Accueil High-tech Comment la compression Nvidia réduit 6,5 Go de textures à moins d’1 Go et surpasse DLSS 5 ?

Comment la compression Nvidia réduit 6,5 Go de textures à moins d’1 Go et surpasse DLSS 5 ?

par Clara Moreau

Les studios continuent d’élever la barre graphique et la VRAM devient souvent le facteur limitant pour profiter des textures haute définition. Nvidia propose une approche inédite qui change la manière de stocker et d’afficher les textures en jeu. Cette méthode repose sur l’intelligence artificielle et promet de compresser des paquets massifs sans pénaliser le disque ou l’espace mémoire.
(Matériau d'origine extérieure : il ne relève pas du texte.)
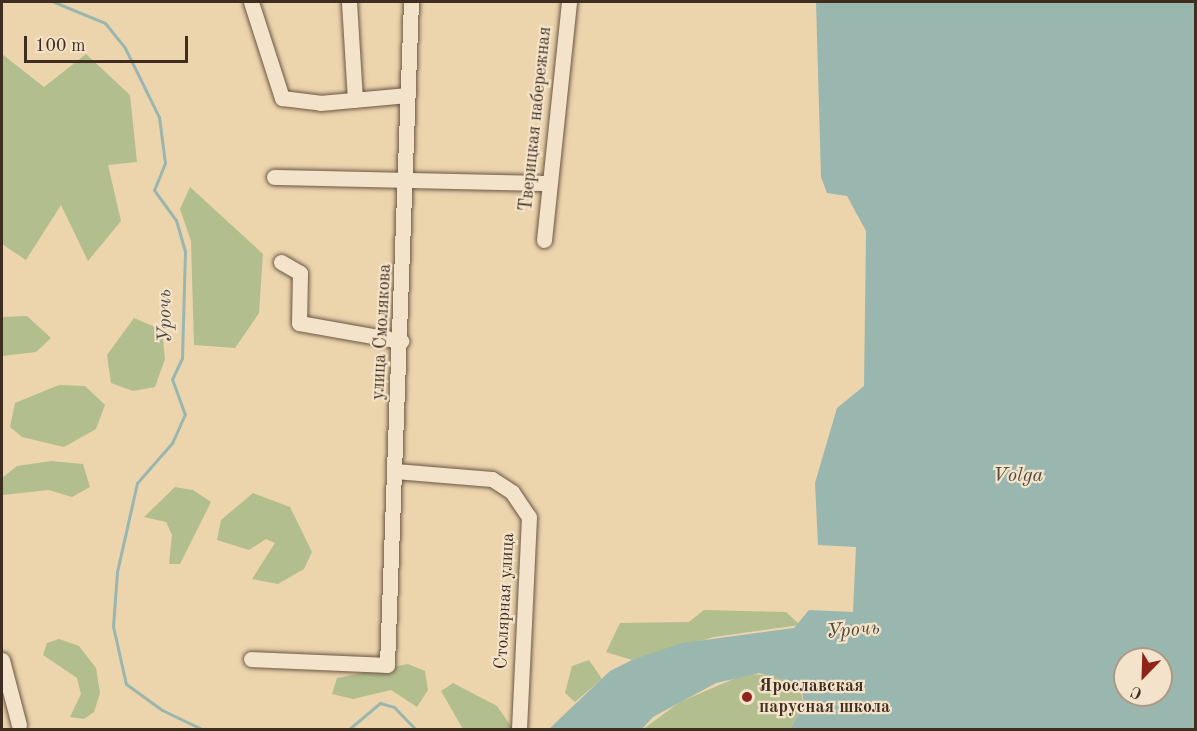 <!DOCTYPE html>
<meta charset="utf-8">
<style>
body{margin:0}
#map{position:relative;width:1197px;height:731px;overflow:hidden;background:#ecd4ad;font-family:"Old Standard TT",serif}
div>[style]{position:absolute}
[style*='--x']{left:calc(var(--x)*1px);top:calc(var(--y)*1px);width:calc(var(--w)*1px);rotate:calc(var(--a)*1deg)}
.green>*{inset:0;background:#b2be8e}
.water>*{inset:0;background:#99b7af}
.stream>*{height:3px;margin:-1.5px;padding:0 1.5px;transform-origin:1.5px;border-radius:1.5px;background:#99b7af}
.roads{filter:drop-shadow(0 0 2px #6a5743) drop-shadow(0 0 2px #6a5743)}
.minor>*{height:15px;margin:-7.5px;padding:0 7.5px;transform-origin:7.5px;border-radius:7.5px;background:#f3e3ca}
.dots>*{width:16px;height:16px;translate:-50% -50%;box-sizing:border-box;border:3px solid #f3e3ca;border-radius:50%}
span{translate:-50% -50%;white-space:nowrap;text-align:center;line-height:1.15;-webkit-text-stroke:4.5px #f3e3ca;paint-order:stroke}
.street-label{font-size:18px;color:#3f2d20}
.poi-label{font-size:18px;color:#3f2d20;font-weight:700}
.left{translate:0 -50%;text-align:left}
.water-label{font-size:20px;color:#51493d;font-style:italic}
.frame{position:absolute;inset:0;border:3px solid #3f2d20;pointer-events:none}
.north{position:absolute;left:1113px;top:647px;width:60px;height:60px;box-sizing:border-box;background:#f3e3ca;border:2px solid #ab9a86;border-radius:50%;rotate:203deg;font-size:16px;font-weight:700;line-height:24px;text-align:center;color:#3f2d20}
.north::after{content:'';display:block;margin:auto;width:21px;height:27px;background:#8f2418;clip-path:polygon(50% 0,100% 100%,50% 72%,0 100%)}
.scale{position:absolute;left:24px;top:36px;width:164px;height:27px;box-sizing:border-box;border:3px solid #3f2d20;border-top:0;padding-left:8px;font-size:18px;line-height:21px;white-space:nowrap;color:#3f2d20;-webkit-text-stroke:4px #f3e3ca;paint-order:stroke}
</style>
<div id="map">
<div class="green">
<div style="clip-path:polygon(2px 54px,44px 87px,86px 54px,130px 95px,137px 162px,108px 165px,121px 221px,88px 261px,61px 205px,26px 260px,2px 244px)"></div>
<div style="clip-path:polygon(190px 187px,263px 254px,259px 313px,235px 348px,194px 345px,191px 241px,180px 209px)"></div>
<div style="clip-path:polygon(27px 316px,51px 338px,36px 352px,2px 356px,2px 317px)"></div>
<div style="clip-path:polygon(134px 318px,162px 330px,165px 359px,155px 387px,133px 391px,111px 383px,107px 355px)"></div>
<div style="clip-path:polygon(59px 385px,85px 386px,105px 405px,96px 429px,64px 447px,22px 437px,10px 427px,15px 403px)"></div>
<div style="clip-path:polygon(51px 461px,83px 464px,90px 487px,72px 497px,49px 490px,2px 495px,2px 478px,17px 466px)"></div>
<div style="clip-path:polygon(175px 487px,193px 490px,211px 502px,180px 564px,169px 564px,172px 535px,166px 522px,144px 517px)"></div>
<div style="clip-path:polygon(253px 493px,290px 507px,312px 552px,304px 569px,278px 584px,252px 579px,275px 543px,266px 539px,249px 550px,217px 540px,221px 520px)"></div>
<div style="clip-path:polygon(704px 610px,786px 612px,800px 625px,714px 637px,632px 660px,606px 652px,620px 623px,689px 622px)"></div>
<div style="clip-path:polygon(59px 639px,79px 646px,96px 668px,100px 693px,94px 712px,84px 719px,70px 717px,81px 694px,77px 678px,43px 655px,47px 643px)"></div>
<div style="clip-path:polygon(589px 660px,602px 679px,575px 702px,565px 693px,572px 666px)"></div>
<div style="clip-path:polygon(408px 664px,425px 671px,428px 690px,417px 707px,391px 690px,353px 699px,332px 694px,337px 678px)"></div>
<div style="clip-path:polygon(745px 674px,775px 675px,799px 686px,804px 705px,790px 729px,642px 730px,680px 702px)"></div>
<div style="clip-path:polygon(453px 683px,497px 706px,513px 729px,463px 729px,441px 691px)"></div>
</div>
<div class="water">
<div style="clip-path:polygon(evenodd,816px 2px,1195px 2px,1195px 729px,790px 729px,804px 705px,802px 691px,788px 680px,759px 673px,716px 683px,653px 717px,642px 729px,549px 729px,610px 671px,632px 660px,682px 643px,794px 628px,809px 610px,853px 612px,856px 547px,818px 545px,815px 483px,837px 408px,864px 386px,866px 231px,847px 196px,827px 193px,821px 177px,816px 2px,1125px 659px,1161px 659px,1161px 695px,1125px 695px,1125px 659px)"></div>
</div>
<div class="stream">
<div style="--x:54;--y:2;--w:55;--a:22.4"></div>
<div style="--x:105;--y:23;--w:32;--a:51"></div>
<div style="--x:125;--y:48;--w:77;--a:63.8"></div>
<div style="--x:159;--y:117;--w:46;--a:82.6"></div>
<div style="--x:165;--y:163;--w:29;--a:112"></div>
<div style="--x:154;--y:190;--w:37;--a:54"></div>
<div style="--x:176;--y:220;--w:32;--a:74"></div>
<div style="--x:185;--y:251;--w:107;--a:91.6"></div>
<div style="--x:182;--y:358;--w:23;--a:115"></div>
<div style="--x:172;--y:379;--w:37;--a:70"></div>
<div style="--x:185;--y:414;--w:32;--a:114"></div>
<div style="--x:172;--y:443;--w:53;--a:131.2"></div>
<div style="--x:137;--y:483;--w:91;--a:102.7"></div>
<div style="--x:117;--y:572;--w:54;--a:94.2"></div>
<div style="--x:113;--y:626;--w:59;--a:77.4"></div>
<div style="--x:126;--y:684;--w:44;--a:35.8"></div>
<div style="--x:162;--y:710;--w:47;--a:25.5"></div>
<div style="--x:313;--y:730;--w:10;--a:0"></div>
<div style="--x:348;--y:730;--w:42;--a:-40.2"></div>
<div style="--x:380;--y:703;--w:15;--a:16"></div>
<div style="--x:394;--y:707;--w:32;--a:46"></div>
</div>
<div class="roads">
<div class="minor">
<div style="--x:251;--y:2;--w:101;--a:72.1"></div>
<div style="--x:282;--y:98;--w:38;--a:7"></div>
<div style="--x:320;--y:103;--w:88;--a:-5.2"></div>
<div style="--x:349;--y:2;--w:98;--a:86.5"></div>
<div style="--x:274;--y:177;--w:272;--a:1.3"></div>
<div style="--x:544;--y:240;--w:239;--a:-84"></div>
<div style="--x:281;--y:262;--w:22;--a:30"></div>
<div style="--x:300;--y:273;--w:50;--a:91.1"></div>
<div style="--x:299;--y:323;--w:104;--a:10"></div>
<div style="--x:395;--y:471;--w:97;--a:4.7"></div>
<div style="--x:492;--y:479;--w:24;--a:33"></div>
<div style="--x:512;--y:492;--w:30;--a:56"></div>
<div style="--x:529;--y:517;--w:213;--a:92.7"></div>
<div style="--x:251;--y:659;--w:136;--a:2.5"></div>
<div style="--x:387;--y:665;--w:663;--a:-87.93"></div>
<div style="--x:2;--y:660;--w:67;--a:75.3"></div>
</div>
</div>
<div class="dots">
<div style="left:747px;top:697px;background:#8f2418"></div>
</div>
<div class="street-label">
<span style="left:536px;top:119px;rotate:-84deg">Тверицкая набережная</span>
<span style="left:382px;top:332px;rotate:-87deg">улица Смолякова</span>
<span style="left:505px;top:601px;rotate:-87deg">Столярная улица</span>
</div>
<div class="poi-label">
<span class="left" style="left:759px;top:697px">Ярославская<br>парусная школа</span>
</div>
<div class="water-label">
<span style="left:166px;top:316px;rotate:-91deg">Урочь</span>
<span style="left:1018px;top:476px">Volga</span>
<span style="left:853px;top:631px;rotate:-5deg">Урочь</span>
</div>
<div class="frame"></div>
<div class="north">С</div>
<div class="scale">100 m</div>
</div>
À l’heure où DLSS 5 est sur toutes les lèvres, la compression de texture neuronale (NTC) attire autant la curiosité que la prudence.

Comment Nvidia parvient à réduire drastiquement la taille des textures?

Nvidia a déplacé la décompression au moment où chaque pixel est rendu et non au chargement des fichiers. Le format reste compressé en VRAM et un réseau de neurones génère les données nécessaires à l’affichage à la volée. Cette méthode permet de faire rentrer un pack de 6,5 Go dans seulement 970 Mo de mémoire, soit une économie annoncée de 85 %.

Les ingénieurs parlent d’un décodage « on sample » plutôt que « on load ». Cette nuance technique change les priorités entre mémoire et calcul. Le GPU effectue plus de travail de reconstruction pendant le rendu tout en conservant moins de données en clair dans la VRAM.

Le cœur du procédé repose sur des modèles entraînés pour reconstituer la texture à partir d’un encodage compact. Les artefacts deviennent donc une question d’entraînement et de réglages plutôt que de capacité brute. Cette philosophie laisse entrevoir la possibilité d’afficher plus de détails sans multiplier la mémoire dédiée.

Quel impact attendu sur la qualité visuelle et les performances?

Les démonstrations montrent peu de différences visibles sur des scènes statiques bien calibrées. Toutefois, certains tests de rendu en temps réel ont mis en évidence une baisse de performance pouvant atteindre 30 %. Vous pourriez voir un compromis entre l’économie de VRAM et l’augmentation du coût de calcul pour le GPU.

Le résultat varie fortement selon le type de scène et la charge GPU globale. Les environnements très dynamiques ou chargés en effets pourraient accentuer la pénalité de performance. À l’usage, il faudra que les développeurs équilibrent qualité et fréquence d’images pour tirer avantage de la NTC.

  • Avantages : plus de textures en mémoire, tailles de VRAM moins contraignantes, possibilités accrues pour mondes ouverts.
  • Inconvénients : coût CPU/GPU de décodage, risque d’artefacts selon l’entraînement, nécessité d’optimisations spécifiques.

Qui bénéficiera de cette technique et comment les studios l’adopteront-ils?

Les joueurs équipés de cartes à mémoire limitée devraient être les premiers bénéficiaires si l’intégration est bien faite. Les mondes ouverts particulièrement gourmands en textures pourront s’enrichir sans exiger des GPU à 48 Go de VRAM. Les gains réels dépendront beaucoup des moteurs et des pipelines artistiques adoptés par les studios.

Les moteurs comme Unreal Engine et Unity devront intégrer la NTC nativement pour simplifier l’adoption par les développeurs. Nvidia a déjà commencé à collaborer avec les éditeurs mais la généralisation passera par des outils dédiés et des presets de qualité. Les pratiques de production devront évoluer pour exploiter au mieux l’encodage neuronal.

Le tableau ci-dessous compare de façon synthétique l’approche actuelle BCn et la nouvelle NTC afin d’évaluer rapidement les différences pratiques.

Critère BCn (compression classique) NTC (compression neuronale)
Usage VRAM Textures stockées en clair après décompression Textures maintenues compressées, décodage à la volée
Qualité visuelle Prévisible et stable Très bonne si modèle bien entraîné, risque d’artefacts localisés
Coût de calcul Faible au rendu, coût au chargement Supérieur au rendu par décodage neuronal
Compatibilité Supportée par la plupart des moteurs Nécessite intégration logicielle et support matériel

Les questions restantes concernent l’optimisation des modèles et la durée de vie de cette solution dans les pipelines de production. Si Nvidia réduit le coût du décodage, la NTC pourrait devenir un standard pour les textures haute définition dans les années à venir.